Python 3.13 Release Notes (Verified)
Introduction
Python 3.13 is a significant release that includes numerous improvements, optimizations, and new features. This document provides an overview of the changes and updates in Python 3.13.
New Features
dataclasses Features: The dataclasses module has been updated with new features, including support for frozen dataclasses and improved handling of default values.Changes and Updates
zoneinfo for working with time zones and graphlib for working with graphs.asyncio module.math and statistics Modules: The math and statistics modules have been updated with new functions and improvements.Backward Incompatible Changes
distutils module and the urllib2 module.warnings Module: The warnings module has been updated to handle warnings more consistently and provide more informative warning messages.str and bytes Methods: Some methods of the str and bytes types have been updated to behave more consistently.Conclusion
Python 3.13 is a significant release that includes many improvements, optimizations, and new features. This document provides an overview of the changes and updates in Python 3.13. For more information, see the Python 3.13 documentation.

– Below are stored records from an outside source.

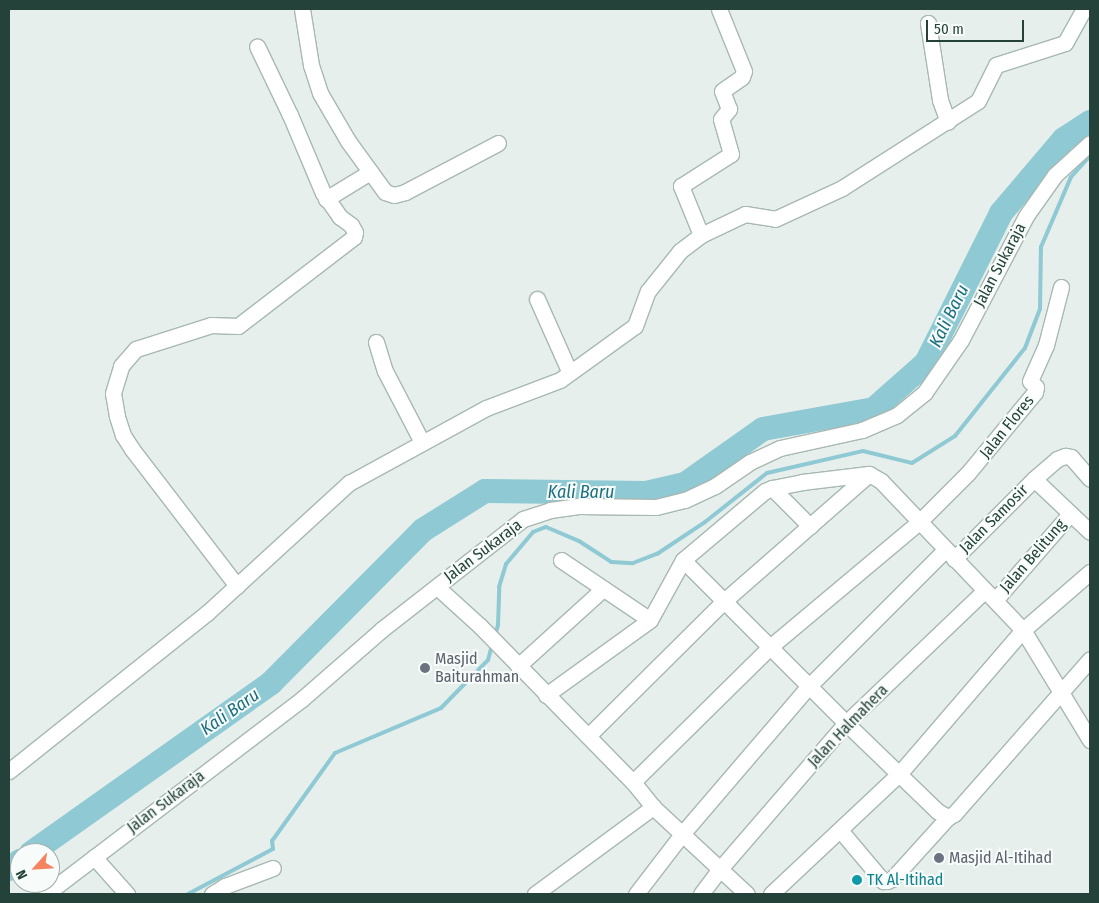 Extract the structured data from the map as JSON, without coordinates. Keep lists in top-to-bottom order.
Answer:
{
  "streets": {
    "street": [
      "Jalan Sukaraja",
      "Jalan Flores",
      "Jalan Samosir",
      "Jalan Belitung",
      "Jalan Halmahera"
    ]
  },
  "crossings": [
    ["Jalan Samosir", "Jalan Belitung"],
    ["Jalan Belitung", "Jalan Halmahera"]
  ],
  "water": ["Kali Baru"],
  "places": ["Masjid Baiturahman", "Masjid Al-Itihad", "TK Al-Itihad"],
  "scale_bar": "50 m",
  "north": "bottom left"
} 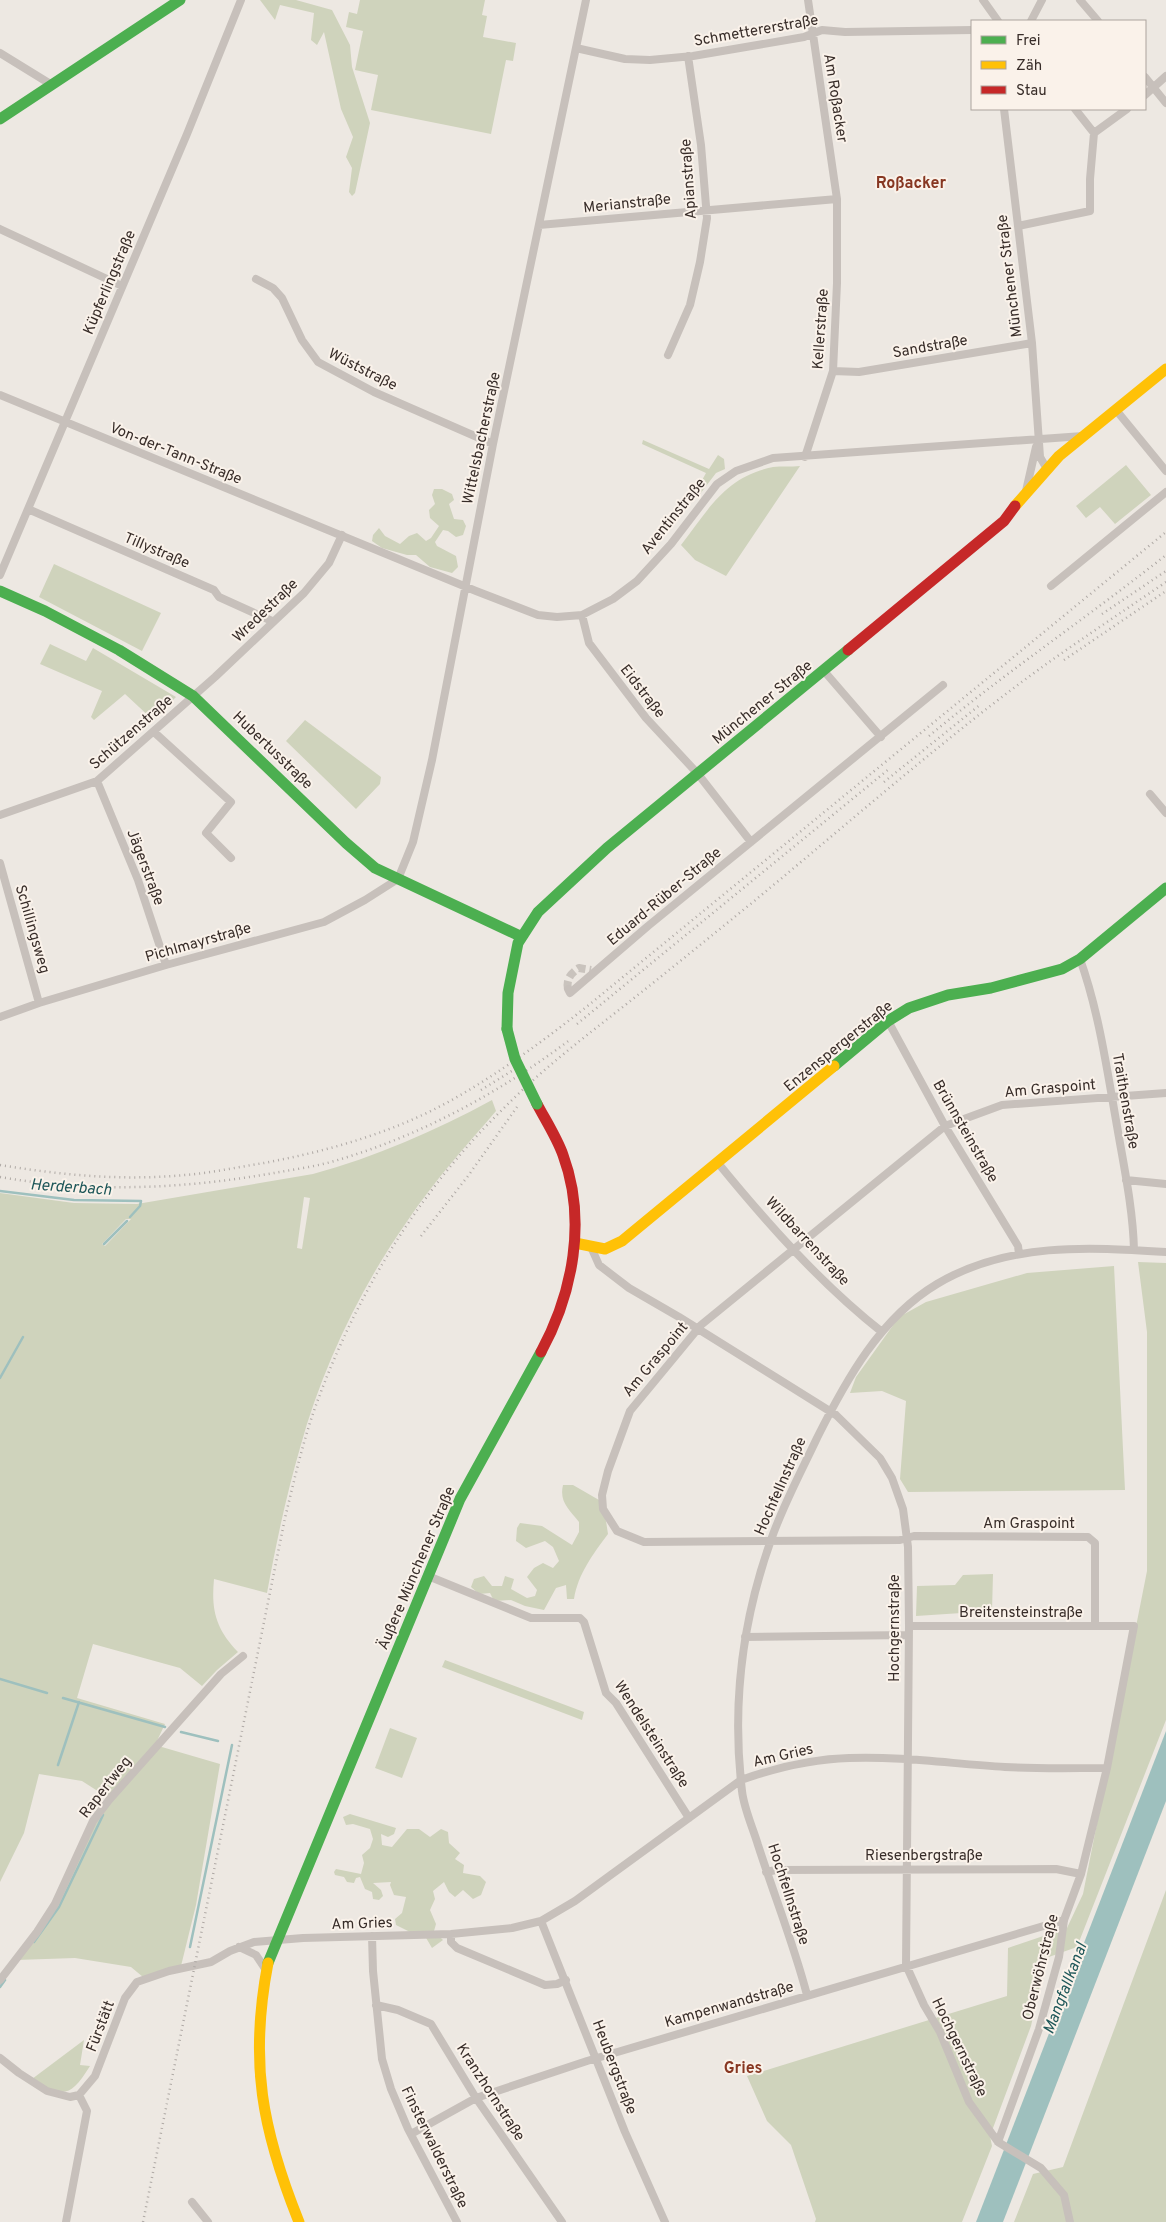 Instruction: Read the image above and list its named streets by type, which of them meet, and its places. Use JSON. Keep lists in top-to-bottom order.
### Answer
{
  "streets": {
    "main road": [
      "Münchener Straße",
      "Hubertusstraße",
      "Enzenspergerstraße",
      "Äußere Münchener Straße"
    ],
    "street": [
      "Schmettererstraße",
      "Am Roßacker",
      "Apianstraße",
      "Merianstraße",
      "Küpferlingstraße",
      "Kellerstraße",
      "Sandstraße",
      "Wüststraße",
      "Wittelsbacherstraße",
      "Von-der-Tann-Straße",
      "Aventinstraße",
      "Tillystraße",
      "Wredestraße",
      "Eidstraße",
      "Schützenstraße",
      "Jägerstraße",
      "Eduard-Rüber-Straße",
      "Schillingsweg",
      "Pichlmayrstraße",
      "Am Graspoint",
      "Traithenstraße",
      "Brünnsteinstraße",
      "Wildbarrenstraße",
      "Hochfellnstraße",
      "Breitensteinstraße",
      "Hochgernstraße",
      "Wendelsteinstraße",
      "Am Gries",
      "Rapertweg",
      "Riesenbergstraße",
      "Oberwöhrstraße",
      "Kampenwandstraße",
      "Fürstätt",
      "Heubergstraße",
      "Kranzhornstraße",
      "Finsterwalderstraße"
    ]
  },
  "crossings": [
    ["Schmettererstraße", "Am Roßacker"],
    ["Schmettererstraße", "Apianstraße"],
    ["Schmettererstraße", "Wittelsbacherstraße"],
    ["Am Roßacker", "Merianstraße"],
    ["Am Roßacker", "Kellerstraße"],
    ["Apianstraße", "Merianstraße"],
    ["Merianstraße", "Kellerstraße"],
    ["Merianstraße", "Wittelsbacherstraße"],
    ["Münchener Straße", "Sandstraße"],
    ["Münchener Straße", "Aventinstraße"],
    ["Münchener Straße", "Eidstraße"],
    ["Münchener Straße", "Hubertusstraße"],
    ["Münchener Straße", "Äußere Münchener Straße"],
    ["Küpferlingstraße", "Von-der-Tann-Straße"],
    ["Küpferlingstraße", "Tillystraße"],
    ["Kellerstraße", "Sandstraße"],
    ["Kellerstraße", "Aventinstraße"],
    ["Wüststraße", "Wittelsbacherstraße"],
    ["Wittelsbacherstraße", "Von-der-Tann-Straße"],
    ["Wittelsbacherstraße", "Aventinstraße"],
    ["Wittelsbacherstraße", "Hubertusstraße"],
    ["Wittelsbacherstraße", "Pichlmayrstraße"],
    ["Von-der-Tann-Straße", "Aventinstraße"],
    ["Von-der-Tann-Straße", "Wredestraße"],
    ["Aventinstraße", "Eidstraße"],
    ["Tillystraße", "Wredestraße"],
    ["Wredestraße", "Schützenstraße"],
    ["Wredestraße", "Hubertusstraße"],
    ["Schützenstraße", "Hubertusstraße"],
    ["Schützenstraße", "Jägerstraße"],
    ["Hubertusstraße", "Pichlmayrstraße"],
    ["Hubertusstraße", "Äußere Münchener Straße"],
    ["Jägerstraße", "Pichlmayrstraße"],
    ["Schillingsweg", "Pichlmayrstraße"],
    ["Enzenspergerstraße", "Traithenstraße"],
    ["Enzenspergerstraße", "Brünnsteinstraße"],
    ["Enzenspergerstraße", "Wildbarrenstraße"],
    ["Enzenspergerstraße", "Äußere Münchener Straße"],
    ["Enzenspergerstraße", "Hochgernstraße"],
    ["Am Graspoint", "Traithenstraße"],
    ["Am Graspoint", "Brünnsteinstraße"],
    ["Am Graspoint", "Wildbarrenstraße"],
    ["Am Graspoint", "Hochfellnstraße"],
    ["Am Graspoint", "Breitensteinstraße"],
    ["Am Graspoint", "Hochgernstraße"],
    ["Traithenstraße", "Hochfellnstraße"],
    ["Brünnsteinstraße", "Hochfellnstraße"],
    ["Wildbarrenstraße", "Hochfellnstraße"],
    ["Hochfellnstraße", "Hochgernstraße"],
    ["Hochfellnstraße", "Am Gries"],
    ["Hochfellnstraße", "Riesenbergstraße"],
    ["Hochfellnstraße", "Kampenwandstraße"],
    ["Äußere Münchener Straße", "Wendelsteinstraße"],
    ["Äußere Münchener Straße", "Am Gries"],
    ["Äußere Münchener Straße", "Fürstätt"],
    ["Breitensteinstraße", "Hochgernstraße"],
    ["Breitensteinstraße", "Oberwöhrstraße"],
    ["Hochgernstraße", "Am Gries"],
    ["Hochgernstraße", "Riesenbergstraße"],
    ["Hochgernstraße", "Oberwöhrstraße"],
    ["Hochgernstraße", "Kampenwandstraße"],
    ["Wendelsteinstraße", "Am Gries"],
    ["Am Gries", "Oberwöhrstraße"],
    ["Am Gries", "Fürstätt"],
    ["Am Gries", "Heubergstraße"],
    ["Am Gries", "Finsterwalderstraße"],
    ["Riesenbergstraße", "Oberwöhrstraße"],
    ["Oberwöhrstraße", "Kampenwandstraße"],
    ["Kampenwandstraße", "Heubergstraße"],
    ["Kampenwandstraße", "Kranzhornstraße"],
    ["Kampenwandstraße", "Finsterwalderstraße"],
    ["Kranzhornstraße", "Finsterwalderstraße"]
  ],
  "districts": ["Roßacker", "Gries"],
  "water": ["Herderbach", "Mangfallkanal"],
  "legend": ["Frei", "Zäh", "Stau"]
}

Released on October 7, 2024, Python 3.13 introduces major performance-focused, experimental features including a Free-Threaded (No-GIL) mode and a preliminary JIT compiler. Key updates also include an improved, colorized interactive REPL, enhanced error messages, official mobile support for iOS/Android, and the removal of deprecated modules. For the full release notes, visit the official Python documentation Python documentation AI responses may include mistakes. Learn more What's New In Python 3.13 — Python 3.14.4 documentation python 313 release notes verified
Arguably the biggest headline feature is the experimental removal of the Global Interpreter Lock (GIL). For 30 years, the GIL prevented true parallel execution of Python threads on multiple CPU cores.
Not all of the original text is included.